** Problem to work on **
Please give the number of lines in the records below where the word "none" occurs, and nothing else.

** Information given **
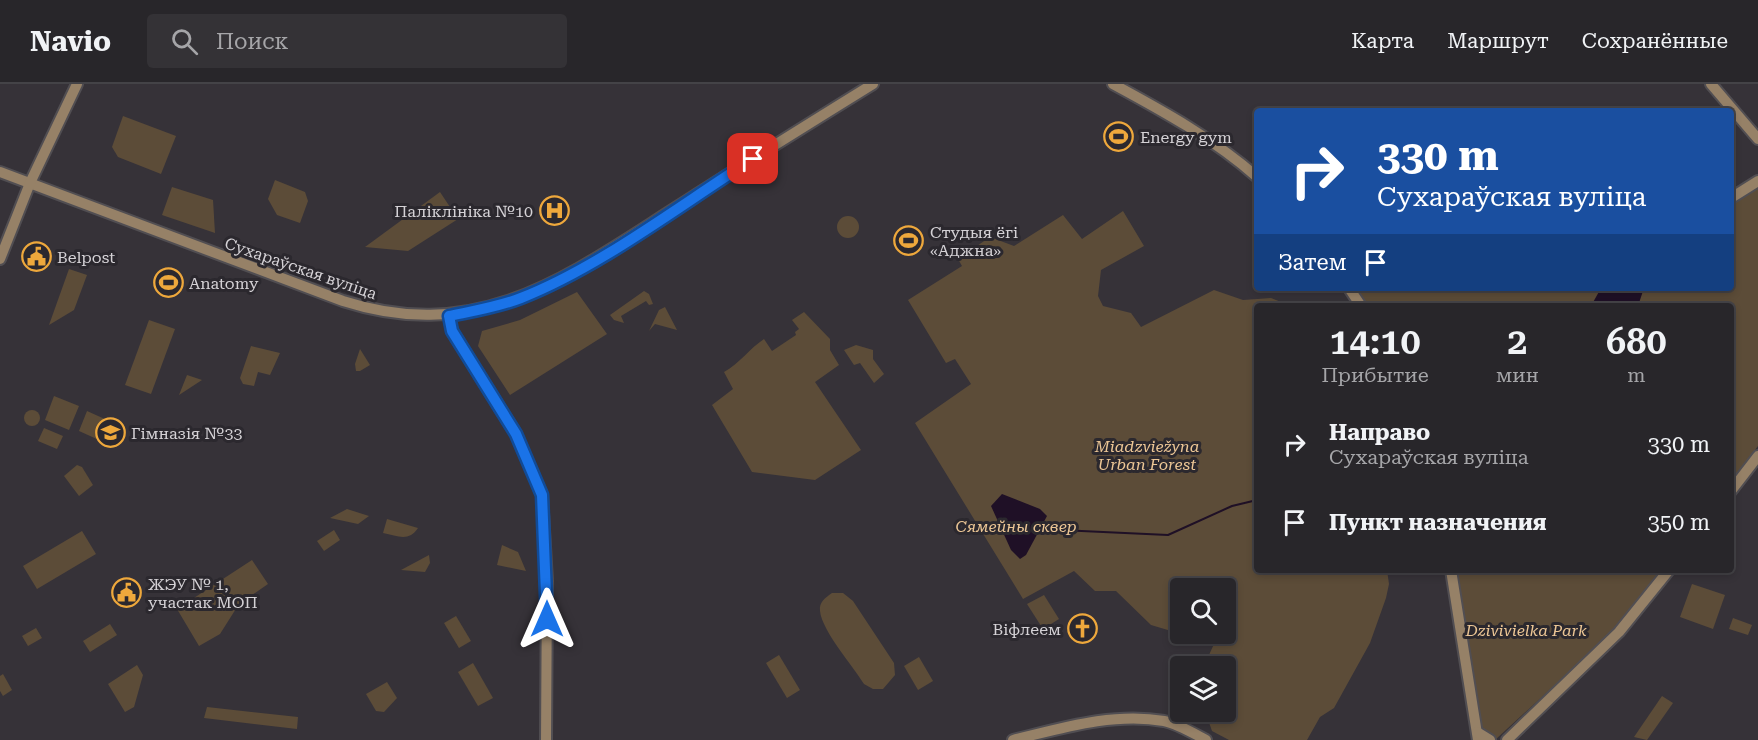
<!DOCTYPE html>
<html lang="ru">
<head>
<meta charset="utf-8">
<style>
	body { margin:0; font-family:"Roboto Serif",serif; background:#343236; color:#f1f3f6; height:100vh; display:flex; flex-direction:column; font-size:22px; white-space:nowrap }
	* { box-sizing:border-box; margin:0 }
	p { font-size:20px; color:#a5a5a8 }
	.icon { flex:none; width:33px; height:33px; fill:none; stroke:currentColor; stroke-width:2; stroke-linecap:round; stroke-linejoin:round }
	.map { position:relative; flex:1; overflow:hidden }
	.side { position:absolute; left:1254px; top:219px; width:480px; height:270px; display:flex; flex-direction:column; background:#28262a; border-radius:6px; box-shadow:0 3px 9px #0003,0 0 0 2px #444347 }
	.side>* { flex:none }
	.hud { position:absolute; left:1254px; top:24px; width:480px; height:183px; border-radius:6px; box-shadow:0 3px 9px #0003,0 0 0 2px #444347; background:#1a4fa0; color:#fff; overflow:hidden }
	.fabs { position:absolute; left:1170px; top:494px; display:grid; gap:12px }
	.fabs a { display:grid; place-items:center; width:66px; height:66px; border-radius:6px; background:#28262a; box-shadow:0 3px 9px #0003,0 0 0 2px #444347; font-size:30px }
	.pin { position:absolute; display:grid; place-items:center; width:51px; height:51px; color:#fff; margin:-26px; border-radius:12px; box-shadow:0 3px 9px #0006 }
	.me { position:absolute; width:66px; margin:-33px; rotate:0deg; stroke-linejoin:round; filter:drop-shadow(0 0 4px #0008) }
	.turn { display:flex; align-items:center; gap:21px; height:126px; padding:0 24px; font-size:27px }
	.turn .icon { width:78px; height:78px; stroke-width:2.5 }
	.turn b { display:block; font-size:42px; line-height:51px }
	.then { display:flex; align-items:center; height:57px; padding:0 24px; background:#0003; gap:12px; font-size:22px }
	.eta { display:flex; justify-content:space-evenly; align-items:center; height:102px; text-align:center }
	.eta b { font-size:36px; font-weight:600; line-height:42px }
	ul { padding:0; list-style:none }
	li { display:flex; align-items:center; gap:18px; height:78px; padding:0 24px }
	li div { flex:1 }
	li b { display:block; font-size:22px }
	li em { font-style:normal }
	header { display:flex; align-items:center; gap:36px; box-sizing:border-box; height:84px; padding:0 30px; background:#28262a; border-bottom:2px solid #444347 }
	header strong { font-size:28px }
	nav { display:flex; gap:33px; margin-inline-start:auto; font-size:21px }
	.search { width:420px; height:54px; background:#343236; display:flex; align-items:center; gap:15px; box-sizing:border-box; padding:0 21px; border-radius:6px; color:#a5a5a8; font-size:22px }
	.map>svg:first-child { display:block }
	.green { fill:#5c4c38 }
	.water { fill:#1f1026 }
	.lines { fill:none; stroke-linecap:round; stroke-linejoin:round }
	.stream { stroke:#1f1026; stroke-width:2 }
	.secondary-casing { stroke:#514e52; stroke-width:14 }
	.secondary { stroke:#968167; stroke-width:10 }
	.route-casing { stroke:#114b97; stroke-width:15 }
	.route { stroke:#1a73e8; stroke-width:10 }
	.labels { text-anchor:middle; stroke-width:6; stroke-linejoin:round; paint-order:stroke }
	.poi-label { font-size:16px; fill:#d5d2d6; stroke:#2b282e; text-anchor:start }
	.street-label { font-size:16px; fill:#d5d2d6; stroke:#2b282e }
	.park-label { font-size:16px; font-style:italic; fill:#ecc695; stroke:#2b282e }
</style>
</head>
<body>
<header>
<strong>Navio</strong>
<div class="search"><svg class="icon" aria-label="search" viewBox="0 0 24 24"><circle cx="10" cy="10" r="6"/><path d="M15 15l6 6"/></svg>Поиск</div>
<nav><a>Карта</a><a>Маршрут</a><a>Сохранённые</a></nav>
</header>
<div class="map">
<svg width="1758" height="656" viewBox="0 0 1758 656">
	<rect width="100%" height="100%" fill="#363238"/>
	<g class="green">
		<path d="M123 32 176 52 161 90 118 73 112 63Z"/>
		<path d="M275 96 305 108 308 117 300 139 277 131 268 115Z"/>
		<path d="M172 103 213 116 215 149 162 131Z"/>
		<path d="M1758 103V362L1731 397V222H1367L1356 204H1731V119Z"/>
		<path d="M440 108 458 135 408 167 365 163Z"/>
		<path d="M1123 127 1144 162 1101 186 1098 212 1103 222 1131 229 1141 243 1214 206 1243 216 1271 214 1291 222H1257V486H1387L1389 500 1386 514 1370 559 1334 624 1320 633 1307 656H1229L1212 647 1205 627H1226V582H1204L1219 549H1226V504H1180L1178 549 1151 541 1116 507H1095L1074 487 1023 515 915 339 971 300 955 275 946 279 908 216 962 182 958 175 990 153 1014 162 1063 131 1082 155Z"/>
		<circle cx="848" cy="143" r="11"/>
		<path d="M69 185 87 191 74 226 49 241Z"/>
		<path d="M644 207 649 210 653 220 649 221 646 217 621 232 624 239 614 236 610 231Z"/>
		<path d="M577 208 607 250 510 311 478 262 482 247 520 236Z"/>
		<path d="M665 223 677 246 655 240 649 247 659 226Z"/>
		<path d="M804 228 830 255V266L839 281 815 298 861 366 815 396 752 388 712 321 733 305 724 288C740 279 749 265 764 255L772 267 796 251 795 248 799 245 792 236Z"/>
		<path d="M149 236 175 245 151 310 125 301Z"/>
		<path d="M856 261 873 266V275L884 290 874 299 860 279 854 281 844 266Z"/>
		<path d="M251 262 280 269 270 291 258 288 254 302 243 300 240 294Z"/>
		<path d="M360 265 370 281 360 287H356L355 280Z"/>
		<path d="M187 291 202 296 179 311Z"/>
		<path d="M54 312 79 322 69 346 45 336Z"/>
		<circle cx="32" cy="334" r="8"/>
		<path d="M87 327 107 336 99 356 79 347Z"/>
		<path d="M44 344 63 352 57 365 38 357Z"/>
		<path d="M77 381 82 383 93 401 79 412 64 392Z"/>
		<path d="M347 425 369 432 358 440 330 434Z"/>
		<path d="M387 435 418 444C409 458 398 452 383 449Z"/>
		<path d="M334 446 340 456 324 467 317 457Z"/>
		<path d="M82 447 96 470 37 505 23 482Z"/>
		<path d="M502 461 518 468 526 487 497 481Z"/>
		<path d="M429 471 430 479 425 488 401 486Z"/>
		<path d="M252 476 268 500 239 520 220 550 199 562 177 525Z"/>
		<path d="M1456 486H1664L1614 547 1495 656H1481Z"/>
		<path d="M1692 500 1725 511 1713 545 1680 533Z"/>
		<path d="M832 509H843L853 517 894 579 895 591 883 605H873L864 600C853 582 822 547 820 527 819 518 825 514 832 509Z"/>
		<path d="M1044 511 1059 535 1043 545 1027 520Z"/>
		<path d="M456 532 471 557 459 564 444 539Z"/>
		<path d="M1733 534 1752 541 1748 551 1729 545Z"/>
		<path d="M110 540 117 551 90 568 83 557Z"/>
		<path d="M36 544 42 554 28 562 22 552Z"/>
		<path d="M779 571 800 606 787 614 766 579Z"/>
		<path d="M919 573 933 597 918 606 904 582Z"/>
		<path d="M473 579 493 614 478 622 458 588Z"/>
		<path d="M137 581 143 591 134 623 125 628 108 600Z"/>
		<path d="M3 590 12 606 3 612 0 607V592Z"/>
		<path d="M387 598 397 614 384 628 376 627 366 610Z"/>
		<path d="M1662 612 1673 619 1647 656 1634 653Z"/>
		<path d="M207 623 298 633 297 645 204 634Z"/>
	</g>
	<g class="water">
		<path d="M1601 204H1644L1638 222H1591Z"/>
		<path d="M1002 410 1040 425 1047 432 1026 471 1020 475 1011 466 991 422Z"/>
	</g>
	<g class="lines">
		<path class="stream" d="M1043 440 1060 446 1168 451 1232 422 1257 416"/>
		<defs>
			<g id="secondary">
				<path d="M1113 0C1163 27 1214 55 1257 93"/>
				<path d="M1711 0 1758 55"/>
				<path d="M0 88 343 217C483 262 572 189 685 118 747 78 810 39 873 0"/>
				<path d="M1731 114 1758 97"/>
				<path d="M0 175 30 99 77 0"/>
				<path d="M1349 204 1361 222"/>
				<path d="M449 232 452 247 516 350 542 411 547 497 546 656"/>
				<path d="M1731 407 1758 372"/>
				<path d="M1451 486 1478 656"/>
				<path d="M1477 648 1490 656"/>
				<path d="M1013 656C1062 644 1114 628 1164 637 1178 640 1193 649 1206 656"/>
				<path d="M1507 656 1619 548 1669 486"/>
			</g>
		</defs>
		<use href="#secondary" class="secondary-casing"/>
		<use href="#secondary" class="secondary"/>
	</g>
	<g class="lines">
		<defs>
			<path id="route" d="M547 535 542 411 516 350 452 247 449 232C473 227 498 223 521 214 600 183 680 121 753 75"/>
		</defs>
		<use href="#route" class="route-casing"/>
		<use href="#route" class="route"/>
	</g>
	<defs>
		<symbol id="stadium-ring" viewBox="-11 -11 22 22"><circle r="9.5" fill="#2b282e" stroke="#eea83c" stroke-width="1.5"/><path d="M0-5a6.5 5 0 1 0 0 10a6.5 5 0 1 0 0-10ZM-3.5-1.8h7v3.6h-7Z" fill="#eea83c"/></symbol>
		<symbol id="hospital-ring" viewBox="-11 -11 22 22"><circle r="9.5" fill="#2b282e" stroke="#eea83c" stroke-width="1.5"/><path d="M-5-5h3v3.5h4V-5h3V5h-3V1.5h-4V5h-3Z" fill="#eea83c"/></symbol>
		<symbol id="civic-ring" viewBox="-11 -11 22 22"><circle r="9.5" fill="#2b282e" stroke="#eea83c" stroke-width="1.5"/><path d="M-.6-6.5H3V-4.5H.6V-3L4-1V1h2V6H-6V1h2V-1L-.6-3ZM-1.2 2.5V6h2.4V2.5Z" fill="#eea83c"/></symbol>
		<symbol id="school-ring" viewBox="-11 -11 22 22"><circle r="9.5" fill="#2b282e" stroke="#eea83c" stroke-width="1.5"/><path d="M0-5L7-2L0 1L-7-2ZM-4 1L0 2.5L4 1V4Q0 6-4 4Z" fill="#eea83c"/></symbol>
		<symbol id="church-ring" viewBox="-11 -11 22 22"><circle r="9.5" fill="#2b282e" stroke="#eea83c" stroke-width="1.5"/><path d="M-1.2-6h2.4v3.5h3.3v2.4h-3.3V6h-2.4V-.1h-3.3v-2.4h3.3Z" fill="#eea83c"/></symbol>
	</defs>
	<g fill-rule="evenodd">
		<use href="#stadium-ring" x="1102" y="36" width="33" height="33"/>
		<use href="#hospital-ring" x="538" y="110" width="33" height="33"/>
		<use href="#stadium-ring" x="892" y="140" width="33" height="33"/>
		<use href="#civic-ring" x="20" y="156" width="33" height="33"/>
		<use href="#stadium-ring" x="152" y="182" width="33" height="33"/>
		<use href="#school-ring" x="94" y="332" width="33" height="33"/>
		<use href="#civic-ring" x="110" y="492" width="33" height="33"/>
		<use href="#church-ring" x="1066" y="528" width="33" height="33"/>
	</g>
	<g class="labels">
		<g class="poi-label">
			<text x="1140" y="59">Energy gym</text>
			<text x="533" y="133" text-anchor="end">Паліклініка №10</text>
			<text x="930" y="154">Студыя ёгі<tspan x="930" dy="18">«Аджна»</tspan></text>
			<text x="57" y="179">Belpost</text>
			<text x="189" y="205">Anatomy</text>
			<text x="131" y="355">Гімназія №33</text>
			<text x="148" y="506">ЖЭУ № 1,<tspan x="148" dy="18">участак МОП</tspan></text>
			<text x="1061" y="551" text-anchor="end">Віфлеем</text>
		</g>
		<g class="street-label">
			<text transform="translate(301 184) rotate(19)" y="6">Сухараўская вуліца</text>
		</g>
		<g class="park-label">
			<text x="1147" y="368">Miadzviežyna<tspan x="1147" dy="18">Urban Forest</tspan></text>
			<text x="1016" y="448">Сямейны сквер</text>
			<text x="1526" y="552">Dzivivielka Park</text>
		</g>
	</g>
</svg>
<div class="fabs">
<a><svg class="icon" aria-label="search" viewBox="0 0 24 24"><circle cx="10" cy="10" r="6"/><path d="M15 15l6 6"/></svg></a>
<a><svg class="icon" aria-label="layers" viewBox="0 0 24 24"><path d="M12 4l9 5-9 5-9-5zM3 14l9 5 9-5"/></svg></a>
</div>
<div class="pin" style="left:753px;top:75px;background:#d93025"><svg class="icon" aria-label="arrive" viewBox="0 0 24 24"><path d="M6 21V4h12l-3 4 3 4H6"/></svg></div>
<svg class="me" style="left:547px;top:535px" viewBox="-20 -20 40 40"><path d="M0-17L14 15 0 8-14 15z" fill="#1a73e8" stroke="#fff" stroke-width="4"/></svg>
<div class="hud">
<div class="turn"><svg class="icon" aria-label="right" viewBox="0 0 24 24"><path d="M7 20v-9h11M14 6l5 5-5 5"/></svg><div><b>330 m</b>Сухараўская вуліца</div></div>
<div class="then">Затем<svg class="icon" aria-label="arrive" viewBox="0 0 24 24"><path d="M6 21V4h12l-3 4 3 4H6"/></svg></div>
</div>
<section class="side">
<div class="eta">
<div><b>14:10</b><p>Прибытие</p></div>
<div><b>2</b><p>мин</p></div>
<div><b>680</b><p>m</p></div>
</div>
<ul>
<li><svg class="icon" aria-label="right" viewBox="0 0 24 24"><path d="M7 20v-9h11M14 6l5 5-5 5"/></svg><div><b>Направо</b><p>Сухараўская вуліца</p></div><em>330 m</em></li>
<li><svg class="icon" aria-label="arrive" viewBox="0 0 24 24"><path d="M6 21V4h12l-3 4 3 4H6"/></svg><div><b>Пункт назначения</b></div><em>350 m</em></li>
</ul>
</section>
</div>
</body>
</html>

** Answer below **
4